▶ **Work request**
Your answer must be every line of the data that contains "absolute".

· · · · · · ·

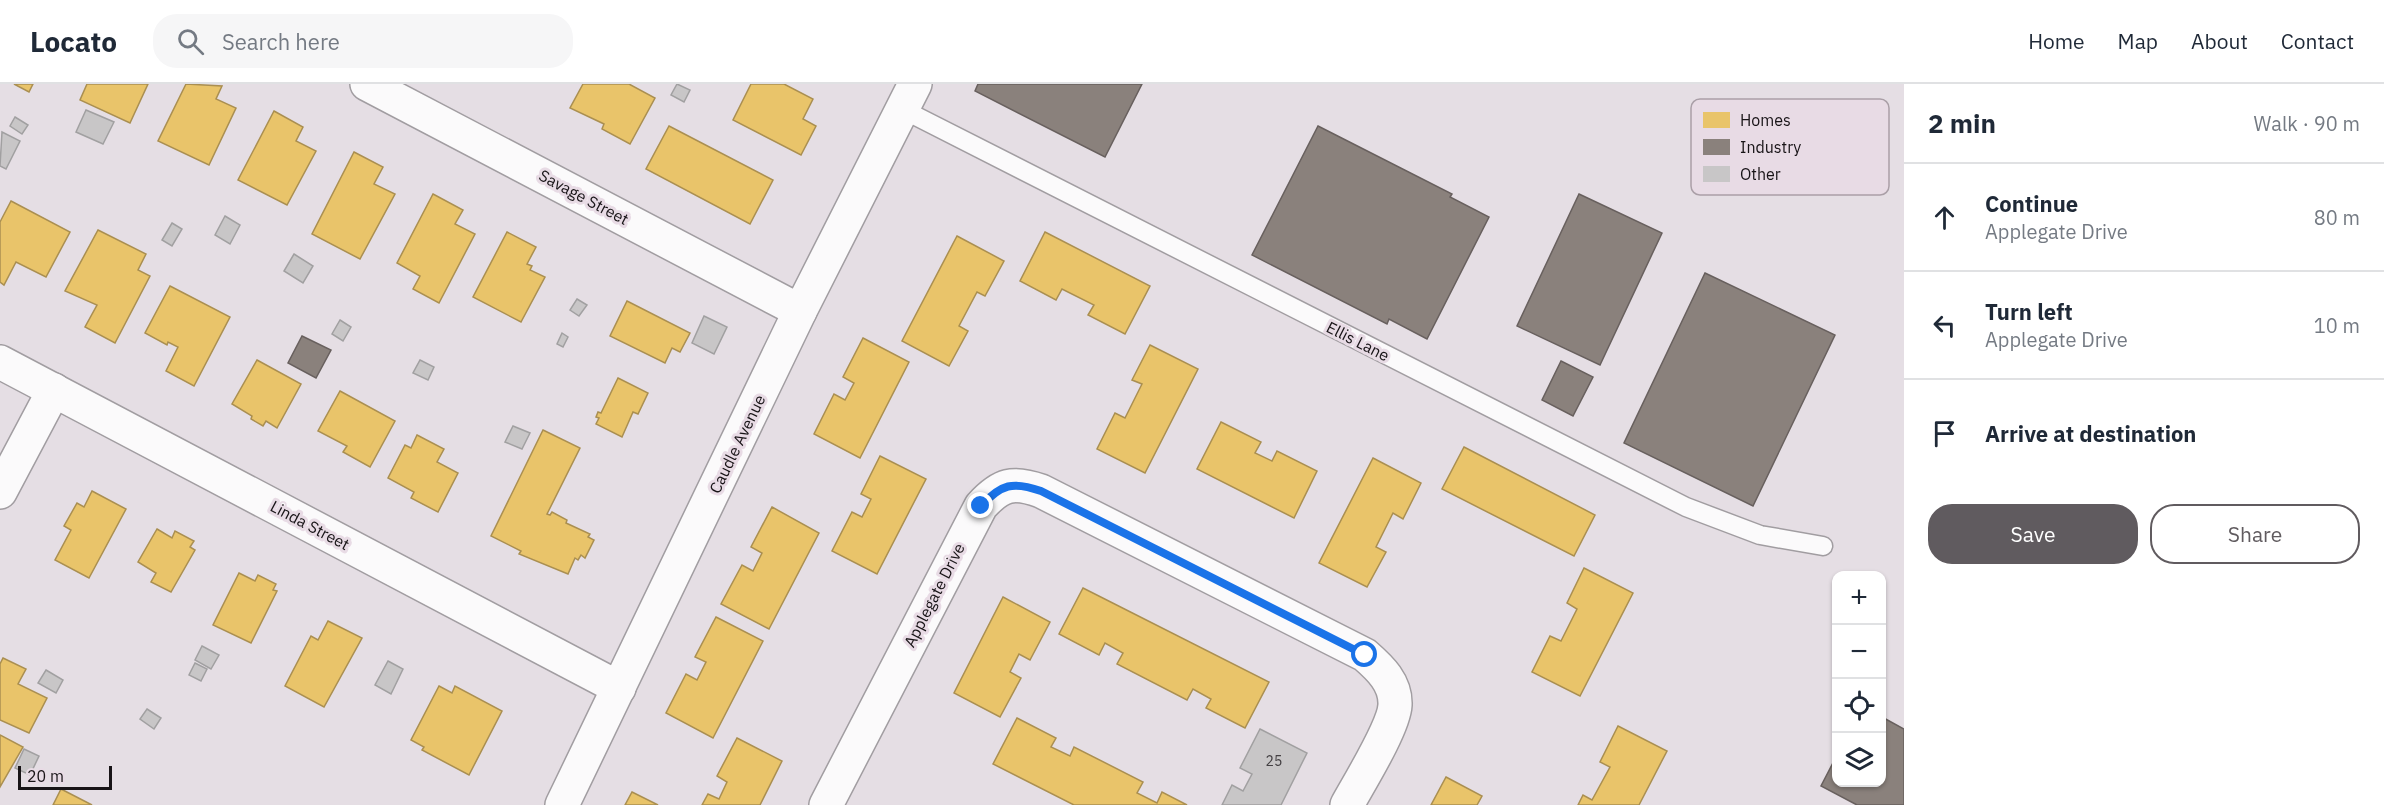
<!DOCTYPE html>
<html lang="en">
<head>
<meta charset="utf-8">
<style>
	:root { --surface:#fff; --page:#f6f6f7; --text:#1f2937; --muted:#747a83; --line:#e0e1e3; --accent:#605b5f }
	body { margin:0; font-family:"IBM Plex Sans",sans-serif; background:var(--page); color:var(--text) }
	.controls { position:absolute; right:18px; bottom:18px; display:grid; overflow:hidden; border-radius:12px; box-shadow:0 2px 4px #0004 }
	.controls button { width:54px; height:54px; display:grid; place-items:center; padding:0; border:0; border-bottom:2px solid var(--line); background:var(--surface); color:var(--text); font:30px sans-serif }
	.scale { position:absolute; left:18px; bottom:15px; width:94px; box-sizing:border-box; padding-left:6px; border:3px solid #181417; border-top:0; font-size:16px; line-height:21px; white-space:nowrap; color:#181417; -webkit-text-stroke:4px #e8dbe5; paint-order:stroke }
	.stop { position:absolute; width:18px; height:18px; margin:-14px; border:4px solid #1a73e8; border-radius:50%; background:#fff }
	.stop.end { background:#1a73e8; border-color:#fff; box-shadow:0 2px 6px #0008 }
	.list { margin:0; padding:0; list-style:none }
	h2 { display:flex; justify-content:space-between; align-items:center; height:78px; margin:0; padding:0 24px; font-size:26px }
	h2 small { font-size:20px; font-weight:400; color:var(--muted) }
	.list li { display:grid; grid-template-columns:39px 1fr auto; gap:18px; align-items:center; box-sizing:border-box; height:108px; padding:0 24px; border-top:2px solid var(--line) }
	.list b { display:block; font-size:22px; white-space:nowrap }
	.list p { margin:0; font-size:20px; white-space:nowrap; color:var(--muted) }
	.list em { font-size:20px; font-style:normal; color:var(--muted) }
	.actions { display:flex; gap:12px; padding:18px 24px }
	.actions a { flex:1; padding:14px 0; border:2px solid var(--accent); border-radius:24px; text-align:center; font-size:21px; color:var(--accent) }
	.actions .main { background:var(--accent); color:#fff }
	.icon { flex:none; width:33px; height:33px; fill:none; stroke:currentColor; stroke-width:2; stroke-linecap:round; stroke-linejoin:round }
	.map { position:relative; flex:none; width:1904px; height:721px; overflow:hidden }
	header { display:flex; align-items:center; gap:36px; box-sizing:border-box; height:84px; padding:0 30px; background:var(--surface); border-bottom:2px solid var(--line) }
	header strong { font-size:28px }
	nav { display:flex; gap:33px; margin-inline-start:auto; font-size:21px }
	.search { width:420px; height:54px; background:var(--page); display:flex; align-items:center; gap:15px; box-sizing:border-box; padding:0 21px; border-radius:24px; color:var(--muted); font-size:22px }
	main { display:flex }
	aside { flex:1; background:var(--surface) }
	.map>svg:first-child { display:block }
	.homes { fill:#e9c46a; stroke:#aa8f51; stroke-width:1.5 }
	.industry { fill:#8a817c; stroke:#68605e; stroke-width:1.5 }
	.building { fill:#c8c6c7; stroke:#a1a0a1; stroke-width:1.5 }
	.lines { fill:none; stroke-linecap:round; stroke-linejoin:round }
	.lane-casing { stroke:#a19da1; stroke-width:21 }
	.street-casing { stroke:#a19da1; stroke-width:36 }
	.lane { stroke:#fbfafb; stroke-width:18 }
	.street { stroke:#fbfafb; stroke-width:33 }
	.route { stroke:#1a73e8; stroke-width:8 }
	.labels { text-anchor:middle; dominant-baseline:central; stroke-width:6; stroke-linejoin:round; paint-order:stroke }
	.number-label { font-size:14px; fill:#444043 }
	.street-label { font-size:16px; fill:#181417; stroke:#e8dbe5 }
	.key { fill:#e8dbe5; stroke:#aa9fa7; stroke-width:1.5 }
	.key-label { font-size:16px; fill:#181417 }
</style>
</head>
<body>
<header>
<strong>Locato</strong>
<div class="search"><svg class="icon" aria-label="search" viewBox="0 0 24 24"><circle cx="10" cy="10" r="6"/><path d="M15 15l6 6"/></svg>Search here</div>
<nav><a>Home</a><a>Map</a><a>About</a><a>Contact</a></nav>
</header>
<main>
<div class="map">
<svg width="1904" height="721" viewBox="0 0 1904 721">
	<rect width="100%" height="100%" fill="#e5dee4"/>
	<!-- homes -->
	<g class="homes">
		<polygon points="14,0 33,0 29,8"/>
		<polygon points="87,0 148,0 130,39 80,16"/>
		<polygon points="186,0 222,2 216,15 236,24 209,81 158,57"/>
		<polygon points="583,0 629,0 655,14 630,60 602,45 604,40 570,24"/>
		<polygon points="751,0 784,0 813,15 803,35 816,42 801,71 733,36"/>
		<polygon points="274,27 303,43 296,57 316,67 287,121 238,96"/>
		<polygon points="669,42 773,96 750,140 646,85"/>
		<polygon points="354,68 383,83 374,100 395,110 360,175 312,150"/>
		<polygon points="433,110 463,126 455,140 475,150 439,219 413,205 420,192 397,179"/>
		<polygon points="11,117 70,148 46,193 16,178 4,201 0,198 0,138"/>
		<polygon points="98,146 146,170 138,186 150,192 115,259 85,243 97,221 65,207"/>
		<polygon points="507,148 536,163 527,180 532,182 530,186 545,193 521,238 473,213"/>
		<polygon points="1045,148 1150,202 1125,250 1088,231 1094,221 1062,205 1056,216 1020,197"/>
		<polygon points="957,152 1004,177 985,212 977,208 959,242 968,247 949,282 902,257"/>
		<polygon points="170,202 230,233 194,302 166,287 178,263 168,258 167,261 145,249"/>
		<polygon points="627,217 690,249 680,268 672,264 665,279 610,252"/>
		<polygon points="863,254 909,278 860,374 814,350 834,310 845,316 854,299 843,293"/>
		<polygon points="1150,261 1198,285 1145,389 1097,365 1115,329 1125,334 1142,300 1132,296"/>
		<polygon points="257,276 301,300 277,344 266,337 263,342 251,335 252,332 232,320"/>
		<polygon points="618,294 648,309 638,330 633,328 622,353 596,340 599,334 596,333 598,328 601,329"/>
		<polygon points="340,307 395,337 370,383 343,368 347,362 318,347"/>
		<polygon points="1221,338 1261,358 1255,369 1272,377 1277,367 1317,387 1294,434 1197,385"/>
		<polygon points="543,346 580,364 547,430 550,431 552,428 567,436 566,439 590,450 588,453 594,456 585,474 581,471 578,476 575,474 568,490 519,470 521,467 491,452"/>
		<polygon points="417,351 444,365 437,378 458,389 438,428 411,414 414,408 388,394 405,361 411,364"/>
		<polygon points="1464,363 1595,431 1574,472 1442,405"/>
		<polygon points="880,372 926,395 877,490 832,467 852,428 862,433 871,415 861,410"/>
		<polygon points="1373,374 1421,399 1403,435 1393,429 1376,463 1386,468 1367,503 1319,479"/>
		<polygon points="92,407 126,425 89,494 55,476 71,446 64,442 77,419 84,423"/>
		<polygon points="772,423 819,449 769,545 721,520 742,481 753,487 762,469 751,463"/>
		<polygon points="157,445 172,454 175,447 194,457 190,463 195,466 171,508 151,498 156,489 138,478"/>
		<polygon points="1584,484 1633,509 1580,612 1532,588 1550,552 1561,557 1577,525 1567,519"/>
		<polygon points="239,489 255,497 258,491 276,500 273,506 277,507 251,559 213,541"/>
		<polygon points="1083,504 1269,598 1245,644 1206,624 1211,615 1193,605 1187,616 1117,580 1123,569 1105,559 1099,571 1059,550"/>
		<polygon points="1003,513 1050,538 1030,576 1019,570 1010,588 1021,594 1000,633 954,609"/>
		<polygon points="716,533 763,557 713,654 666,629 686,590 697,596 706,578 695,573"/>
		<polygon points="328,537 362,554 324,623 285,602 311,552 318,556"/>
		<polygon points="3,574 26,585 18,600 47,614 29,649 0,636 0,580"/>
		<polygon points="439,602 452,609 455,602 502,627 469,691 422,666 424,663 411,656"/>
		<polygon points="1017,634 1056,654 1051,663 1070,672 1074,663 1143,698 1137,709 1157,719 1162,708 1187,721 1074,721 993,680"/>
		<polygon points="1618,642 1667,667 1639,721 1578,721 1583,711 1592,716 1610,683 1600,678"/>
		<polygon points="0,651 23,663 0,703"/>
		<polygon points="737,654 782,677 760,721 702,721 708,710 719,715 727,698 717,692"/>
		<polygon points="1446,693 1482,712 1477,721 1431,721"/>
		<polygon points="61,705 92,721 53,721"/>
		<polygon points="632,708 658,721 625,721"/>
	</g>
	<!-- industry -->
	<g class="industry">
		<polygon points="978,0 1142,0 1105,73 975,7"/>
		<polygon points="1318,42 1452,110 1450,113 1489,133 1427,255 1389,235 1387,240 1252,171"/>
		<polygon points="1579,110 1662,149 1600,281 1517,242"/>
		<polygon points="1705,189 1835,251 1753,422 1624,359"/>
		<polygon points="302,252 331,266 316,294 288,279"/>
		<polygon points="1561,277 1593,293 1573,332 1542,316"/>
		<polygon points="1882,633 1904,645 1904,721 1857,721 1821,702 1836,673 1836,698 1882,698"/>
	</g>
	<!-- building -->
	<g class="building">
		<polygon points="677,0 690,6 684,18 671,11"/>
		<polygon points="86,26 114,38 103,60 76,48"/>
		<polygon points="15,33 28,41 22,50 10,42"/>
		<polygon points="2,48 20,57 6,85 0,82"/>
		<polygon points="225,132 240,141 230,160 215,151"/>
		<polygon points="172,139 182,145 172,162 162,156"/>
		<polygon points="294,170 313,182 303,199 284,187"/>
		<polygon points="577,215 587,221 579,232 570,226"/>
		<polygon points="704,232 727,243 714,270 692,259"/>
		<polygon points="340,236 351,243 343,257 332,250"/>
		<polygon points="562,249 568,253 563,263 557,260"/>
		<polygon points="420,276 434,283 428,296 413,289"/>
		<polygon points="513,342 530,349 522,365 505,358"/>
		<polygon points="202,562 219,571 211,585 195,576"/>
		<polygon points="388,577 403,585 391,610 375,601"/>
		<polygon points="195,579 207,585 201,597 189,591"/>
		<polygon points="46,586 63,596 56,609 38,599"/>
		<polygon points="147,625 161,634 154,645 140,635"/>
		<polygon points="1260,645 1307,669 1281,721 1222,721 1232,701 1243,707 1252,690 1240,684"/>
		<polygon points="24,665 39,672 30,691 15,684"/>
	</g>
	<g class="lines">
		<defs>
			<polyline id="lane" points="902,25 1686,423 1760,451 1823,462"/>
			<g id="street">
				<polyline points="367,0 800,227"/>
				<polyline points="0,278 619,604"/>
				<polyline points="0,408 54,306"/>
				<polyline points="562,721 800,227 915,0"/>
				<path d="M826,721L981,422C1001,400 1013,397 1041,407L1365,571C1380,584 1396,599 1395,621C1394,643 1359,699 1347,721"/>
			</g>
		</defs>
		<!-- lane casing -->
		<use href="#lane" class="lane-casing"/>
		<!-- street casing -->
		<use href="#street" class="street-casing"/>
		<!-- lane -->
		<use href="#lane" class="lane"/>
		<!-- street -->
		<use href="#street" class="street"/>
	</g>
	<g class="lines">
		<!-- route -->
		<path class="route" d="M981,422C1001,400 1013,397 1041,407L1365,571"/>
	</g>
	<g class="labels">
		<!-- number labels -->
		<g class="number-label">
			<text x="1274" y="677">25</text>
		</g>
		<!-- street labels -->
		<g class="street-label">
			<text transform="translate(584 113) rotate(28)">Savage Street</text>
			<text transform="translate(1358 257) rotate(27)">Ellis Lane</text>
			<text transform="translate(737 360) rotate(-64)">Caudle Avenue</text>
			<text transform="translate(310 441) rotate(28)">Linda Street</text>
			<text transform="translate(934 511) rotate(-63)">Applegate Drive</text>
		</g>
	</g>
	<!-- legend -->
	<rect x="1691" y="15" width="198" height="96" rx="9" class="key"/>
	<rect x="1703" y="28" width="27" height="16" fill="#e9c46a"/>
	<rect x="1703" y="55" width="27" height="16" fill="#8a817c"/>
	<rect x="1703" y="82" width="27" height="16" fill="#c8c6c7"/>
	<g class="key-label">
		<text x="1740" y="42">Homes</text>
		<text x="1740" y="69">Industry</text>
		<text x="1740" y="96">Other</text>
	</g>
</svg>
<div class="controls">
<button>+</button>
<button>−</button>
<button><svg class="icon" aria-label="locate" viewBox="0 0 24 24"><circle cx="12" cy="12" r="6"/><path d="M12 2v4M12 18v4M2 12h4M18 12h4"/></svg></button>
<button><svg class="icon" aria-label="layers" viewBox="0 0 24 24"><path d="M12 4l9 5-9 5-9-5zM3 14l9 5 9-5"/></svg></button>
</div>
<div class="scale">20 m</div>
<div class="stop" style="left:1365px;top:571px"></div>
<div class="stop end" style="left:981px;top:422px"></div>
</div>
<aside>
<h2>2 min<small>Walk · 90 m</small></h2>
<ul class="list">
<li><svg class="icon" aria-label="ahead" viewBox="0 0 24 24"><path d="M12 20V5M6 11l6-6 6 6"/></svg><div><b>Continue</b><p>Applegate Drive</p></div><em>80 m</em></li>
<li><svg class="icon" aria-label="left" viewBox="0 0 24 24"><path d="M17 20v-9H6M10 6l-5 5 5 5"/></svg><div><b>Turn left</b><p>Applegate Drive</p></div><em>10 m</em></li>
<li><svg class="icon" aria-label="arrive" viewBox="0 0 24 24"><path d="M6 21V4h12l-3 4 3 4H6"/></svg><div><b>Arrive at destination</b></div></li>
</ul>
<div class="actions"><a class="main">Save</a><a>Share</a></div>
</aside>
</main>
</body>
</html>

· · · · · · ·

▶ **Response for this exercise**
	.controls { position:absolute; right:18px; bottom:18px; display:grid; overflow:hidden; border-radius:12px; box-shadow:0 2px 4px #0004 }
	.scale { position:absolute; left:18px; bottom:15px; width:94px; box-sizing:border-box; padding-left:6px; border:3px solid #181417; border-top:0; font-size:16px; line-height:21px; white-space:nowrap; color:#181417; -webkit-text-stroke:4px #e8dbe5; paint-order:stroke }
	.stop { position:absolute; width:18px; height:18px; margin:-14px; border:4px solid #1a73e8; border-radius:50%; background:#fff }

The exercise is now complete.